A Slow-Motion Collapse: Reading The Emergency

George Packer’s The Emergency has been marketed as a dystopian novel. I tried to resist reading it, but after hearing Packer discuss it with Andrew Sullivan—especially the idea that democracies die not from foreign invasion but from self-inflicted wounds—I felt compelled to give it a go. The book declares its thesis on page one: The Emergency is a fading empire that decays slowly at first and then all at once. The world people once recognized disintegrates into something unthinkable. A population that once shared a common reality through the Evening Verity now lives in fractured, dopamine-soaked silos dominated by tribal influencers. The country divides into two warring classes: the educated Burghers in the cities and their resentful counterparts, the Yeomen in the hinterlands.

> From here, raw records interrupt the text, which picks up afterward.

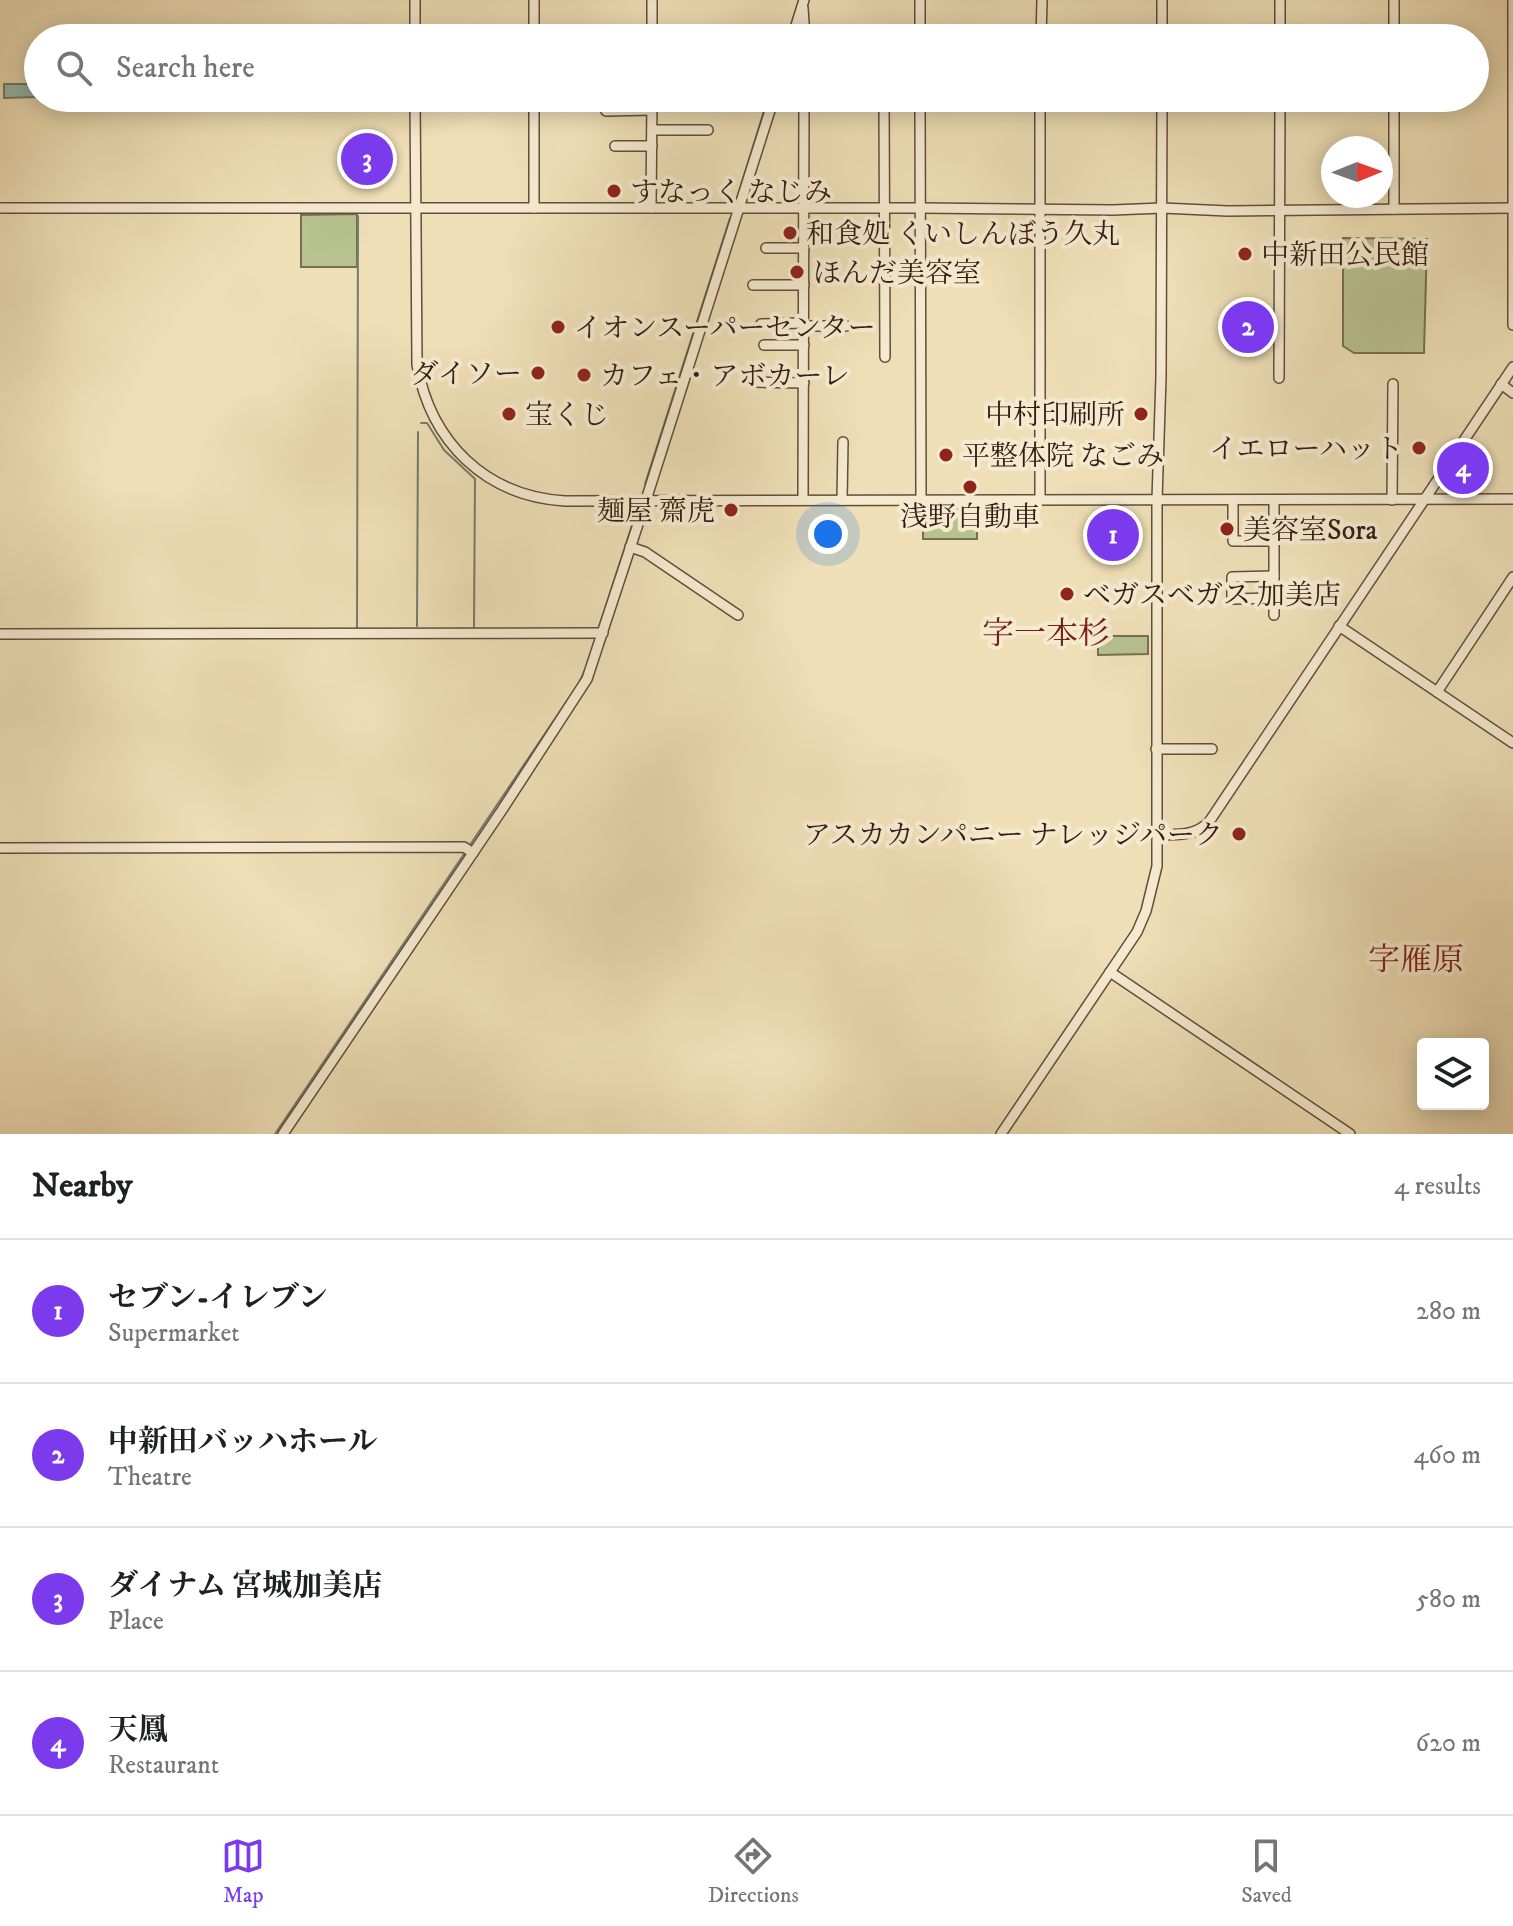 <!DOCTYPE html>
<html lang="en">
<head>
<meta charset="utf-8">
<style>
  :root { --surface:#fff; --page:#f2f2f2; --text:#202124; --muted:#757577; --line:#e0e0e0; --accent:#7c3aed }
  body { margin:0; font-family:"IM FELL DW Pica","Noto Serif JP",serif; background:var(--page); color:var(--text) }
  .controls { position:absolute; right:24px; bottom:24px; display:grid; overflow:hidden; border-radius:8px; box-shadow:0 4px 20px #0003 }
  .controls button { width:72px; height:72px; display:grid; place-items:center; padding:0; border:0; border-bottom:2px solid var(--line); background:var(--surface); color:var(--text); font:40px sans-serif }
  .compass { position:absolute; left:1321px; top:136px; width:72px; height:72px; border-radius:50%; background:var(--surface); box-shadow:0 4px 20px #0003; rotate:89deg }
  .you { position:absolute; left:828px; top:534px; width:28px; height:28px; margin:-20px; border:6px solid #fff; border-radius:50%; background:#1a73e8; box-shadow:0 0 0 12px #1a73e833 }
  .badge { display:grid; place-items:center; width:52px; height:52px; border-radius:50%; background:var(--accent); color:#fff; font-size:26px; font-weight:700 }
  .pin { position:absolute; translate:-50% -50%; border:4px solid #fff; box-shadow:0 2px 8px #0006 }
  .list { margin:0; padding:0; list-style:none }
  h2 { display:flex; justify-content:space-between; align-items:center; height:104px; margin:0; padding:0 32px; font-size:34px }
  h2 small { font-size:26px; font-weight:400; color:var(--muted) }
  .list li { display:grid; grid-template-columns:52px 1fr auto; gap:24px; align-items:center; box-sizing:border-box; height:144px; padding:0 32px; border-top:2px solid var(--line) }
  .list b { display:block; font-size:30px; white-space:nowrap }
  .list p { margin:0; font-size:26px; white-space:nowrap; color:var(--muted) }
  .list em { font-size:26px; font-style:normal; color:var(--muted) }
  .icon { flex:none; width:44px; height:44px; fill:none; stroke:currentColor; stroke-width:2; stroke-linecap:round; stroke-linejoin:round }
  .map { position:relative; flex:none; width:1513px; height:1134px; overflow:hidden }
  .search { position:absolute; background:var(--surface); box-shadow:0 4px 20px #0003; left:24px; right:24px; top:24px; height:88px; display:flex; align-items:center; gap:20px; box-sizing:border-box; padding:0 28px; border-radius:44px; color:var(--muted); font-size:30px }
  .sheet { height:680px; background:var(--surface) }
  nav { display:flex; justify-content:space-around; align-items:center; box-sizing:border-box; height:112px; border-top:2px solid var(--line); background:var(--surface); font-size:22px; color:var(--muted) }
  nav a { display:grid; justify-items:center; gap:4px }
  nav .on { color:var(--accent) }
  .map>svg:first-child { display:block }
  .green { fill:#b7c28f; stroke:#766f50; stroke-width:2 }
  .water { fill:#9abcb0; stroke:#717c71; stroke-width:2 }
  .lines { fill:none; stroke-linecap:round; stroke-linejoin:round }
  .stream { stroke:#717c71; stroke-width:2 }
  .minor-casing { stroke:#634d3b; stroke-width:12 }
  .minor { stroke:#f5ead0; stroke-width:9 }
  .poi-dot { fill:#8f2418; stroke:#f5ead0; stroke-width:3 }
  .labels { text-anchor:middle; stroke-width:8; stroke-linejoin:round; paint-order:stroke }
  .poi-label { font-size:28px; fill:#341c12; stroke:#f5ead0; text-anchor:start }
  .quarter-label { font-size:32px; fill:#7a1f14; stroke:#f5ead0 }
</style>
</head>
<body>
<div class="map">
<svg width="1513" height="1134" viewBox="0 0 1513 1134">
  <rect width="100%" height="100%" fill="#efdfb6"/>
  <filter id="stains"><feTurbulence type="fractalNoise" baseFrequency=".0025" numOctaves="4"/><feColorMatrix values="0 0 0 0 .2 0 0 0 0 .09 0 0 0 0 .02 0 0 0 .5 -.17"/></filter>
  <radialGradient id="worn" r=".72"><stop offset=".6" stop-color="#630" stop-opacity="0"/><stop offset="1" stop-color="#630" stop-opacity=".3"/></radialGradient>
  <g class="green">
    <path d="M357 214V267H301V215Z"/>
    <path d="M1343 238 1427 239 1424 353H1354L1343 346Z"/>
    <rect x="923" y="508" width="54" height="31"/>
    <path d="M1098 636H1148V654L1098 655Z"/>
  </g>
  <path class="water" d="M4 84H36L37 97 4 98Z"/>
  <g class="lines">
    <g class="stream">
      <path d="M787 38 799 0"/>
      <path d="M736 201 768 98"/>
      <path d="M421 423H427L444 450 475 479 474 628"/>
      <path d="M645 484 730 218"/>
      <path d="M417 626 418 432"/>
      <path d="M357 629 358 216"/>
      <path d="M598 630 636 513"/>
      <path d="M470 845 579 683 585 670"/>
      <path d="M275 1134 464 854"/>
    </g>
    <defs>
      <g id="minor">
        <path d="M415 0V38"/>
        <path d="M920 0V38"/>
        <path d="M1280 0V38"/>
        <path d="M1513 0V325"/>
        <path d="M803 8 805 38"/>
        <path d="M920 34H975"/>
        <path d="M534 38V0"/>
        <path d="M652 38V0"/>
        <path d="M792 38 804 0"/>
        <path d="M1041 38 1042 0"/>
        <path d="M1162 38V0"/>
        <path d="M1394 38V0"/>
        <path d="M415 98 417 365C431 442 485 496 565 501L1513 499"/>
        <path d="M884 98 885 357"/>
        <path d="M920 98 921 500"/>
        <path d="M606 111 652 110"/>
        <path d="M652 130H708"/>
        <path d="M615 146H652"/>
        <path d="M0 208H921L1113 210 1162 208 1228 211 1513 208"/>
        <path d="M534 208V98"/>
        <path d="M651 208 652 98"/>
        <path d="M1394 209V98"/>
        <path d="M766 248H804"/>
        <path d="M753 285H804"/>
        <path d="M761 324 804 323"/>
        <path d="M804 326H846"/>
        <path d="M764 345H804"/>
        <path d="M1279 378 1280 98"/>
        <path d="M755 382 804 383"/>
        <path d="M1501 384 1513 393"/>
        <path d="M803 500 804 98"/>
        <path d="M842 500 843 442"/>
        <path d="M1040 500V98"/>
        <path d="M1233 500V541H1274"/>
        <path d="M1392 500 1393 384"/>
        <path d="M630 547 645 552 738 615"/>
        <path d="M1274 576 1232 577V599L1274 598"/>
        <path d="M1274 615V500"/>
        <path d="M1339 626 1513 743"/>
        <path d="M0 634 603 633"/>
        <path d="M1437 692 1513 577"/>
        <path d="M1156 749H1212"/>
        <path d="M1157 835C1176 834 1194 837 1209 822L1513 367"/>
        <path d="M0 848 464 847 473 853"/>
        <path d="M1110 972 1350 1134"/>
        <path d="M283 1134 502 810 587 679 646 500 774 98"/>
        <path d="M1001 1134 1137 932 1146 911 1157 866V500L1161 377 1162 98"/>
      </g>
    </defs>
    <use href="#minor" class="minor-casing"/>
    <use href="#minor" class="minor"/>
  </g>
  <g class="poi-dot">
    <circle cx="614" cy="191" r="8"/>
    <circle cx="790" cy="233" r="8"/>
    <circle cx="1245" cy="254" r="8"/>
    <circle cx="797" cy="272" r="8"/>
    <circle cx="558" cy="327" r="8"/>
    <circle cx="538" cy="373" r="8"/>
    <circle cx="584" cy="375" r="8"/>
    <circle cx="509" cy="414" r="8"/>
    <circle cx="1141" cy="414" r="8"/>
    <circle cx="1419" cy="448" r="8"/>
    <circle cx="946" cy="455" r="8"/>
    <circle cx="970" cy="487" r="8"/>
    <circle cx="731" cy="510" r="8"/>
    <circle cx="1227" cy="529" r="8"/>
    <circle cx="1067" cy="594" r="8"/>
    <circle cx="1239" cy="834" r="8"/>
  </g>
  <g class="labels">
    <g class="poi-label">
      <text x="630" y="201">すなっく なじみ</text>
      <text x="806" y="243">和食処 くいしんぼう久丸</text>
      <text x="1261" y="264">中新田公民館</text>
      <text x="813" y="282">ほんだ美容室</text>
      <text x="574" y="337">イオンスーパーセンター</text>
      <text x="522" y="383" text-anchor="end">ダイソー</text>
      <text x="600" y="385">カフェ・アボカーレ</text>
      <text x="525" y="424">宝くじ</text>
      <text x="1125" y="424" text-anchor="end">中村印刷所</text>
      <text x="1403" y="458" text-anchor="end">イエローハット</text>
      <text x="962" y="465">平整体院 なごみ</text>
      <text x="715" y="520" text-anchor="end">麺屋 齋虎</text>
      <text x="970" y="526" text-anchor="middle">浅野自動車</text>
      <text x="1243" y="539">美容室Sora</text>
      <text x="1083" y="604">ベガスベガス 加美店</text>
      <text x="1223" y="844" text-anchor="end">アスカカンパニー ナレッジパーク</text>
    </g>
    <g class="quarter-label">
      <text x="1046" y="644">字一本杉</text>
      <text x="1416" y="970">字雁原</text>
    </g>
  </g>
  <rect width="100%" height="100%" filter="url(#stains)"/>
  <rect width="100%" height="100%" fill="url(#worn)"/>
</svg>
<div class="controls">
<button><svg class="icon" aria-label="layers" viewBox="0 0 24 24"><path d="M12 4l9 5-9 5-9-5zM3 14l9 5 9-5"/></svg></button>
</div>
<svg class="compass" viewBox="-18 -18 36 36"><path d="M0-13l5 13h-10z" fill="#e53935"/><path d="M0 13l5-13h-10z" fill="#757577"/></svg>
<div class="you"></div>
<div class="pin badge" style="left:1113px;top:535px">1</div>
<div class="pin badge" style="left:1248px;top:327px">2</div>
<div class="pin badge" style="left:367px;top:159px">3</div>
<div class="pin badge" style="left:1463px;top:468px">4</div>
<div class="search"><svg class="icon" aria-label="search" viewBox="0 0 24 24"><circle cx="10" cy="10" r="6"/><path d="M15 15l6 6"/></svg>Search here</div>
</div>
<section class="sheet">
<h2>Nearby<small>4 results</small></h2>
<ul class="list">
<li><span class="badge">1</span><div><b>セブン-イレブン</b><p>Supermarket</p></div><em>280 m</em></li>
<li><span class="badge">2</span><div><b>中新田バッハホール</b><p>Theatre</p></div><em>460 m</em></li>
<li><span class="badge">3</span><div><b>ダイナム 宮城加美店</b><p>Place</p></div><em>580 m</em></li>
<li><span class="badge">4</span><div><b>天鳳</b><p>Restaurant</p></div><em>620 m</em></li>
</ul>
</section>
<nav>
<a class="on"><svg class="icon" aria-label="map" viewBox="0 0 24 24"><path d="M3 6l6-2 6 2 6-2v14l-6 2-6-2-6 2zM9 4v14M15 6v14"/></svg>Map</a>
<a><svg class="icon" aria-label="directions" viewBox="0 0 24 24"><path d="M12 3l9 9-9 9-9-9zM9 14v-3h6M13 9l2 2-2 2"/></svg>Directions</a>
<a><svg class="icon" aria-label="saved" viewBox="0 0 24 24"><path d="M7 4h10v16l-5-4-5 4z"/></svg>Saved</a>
</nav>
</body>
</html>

In the opening chapter, this polarization erupts into “street fighting,” looting, the disappearance of law enforcement, and the flight of the ruling elite from the capital. Dr. Rustin delivers this bleak news to his family over dinner. His daughter Selva’s first concern is whether the unrest will interrupt her academic trajectory. She has worked relentlessly to climb to the top of her class, and the thought of a civil conflict jeopardizing her college prospects strikes her as the height of unfairness. In a single scene, Packer exposes the insularity of the laptop class—how they can read about national collapse yet continue to focus unblinkingly on résumé-building.

Rustin shares his daughter’s blind spot. He believes his rationality and status shield him from whatever chaos brews outside their comfortable home, so he heads to the Imperial College Hospital as if nothing has changed. But when he arrives, he finds a skeleton staff, no leadership, and a pack of teenage looters closing in on the building, shouting about reclaiming a city stolen from them by Burghers. Their anger echoes the real-world contempt for Boomers—our generation’s hoarding of wealth, property, and opportunity, and the young’s belief that the American Dream was stolen and the ladder kicked away. The looters are led by Iver, a young man who once sat beside Selva in school. Rustin learns Iver is desperate to get medicine for his mother, who can no longer access care in the collapsing system. The gang consists of young men who failed in school and have no future—Hoffer’s True Believers in the flesh, clinging to nihilism because it’s the only story left to them.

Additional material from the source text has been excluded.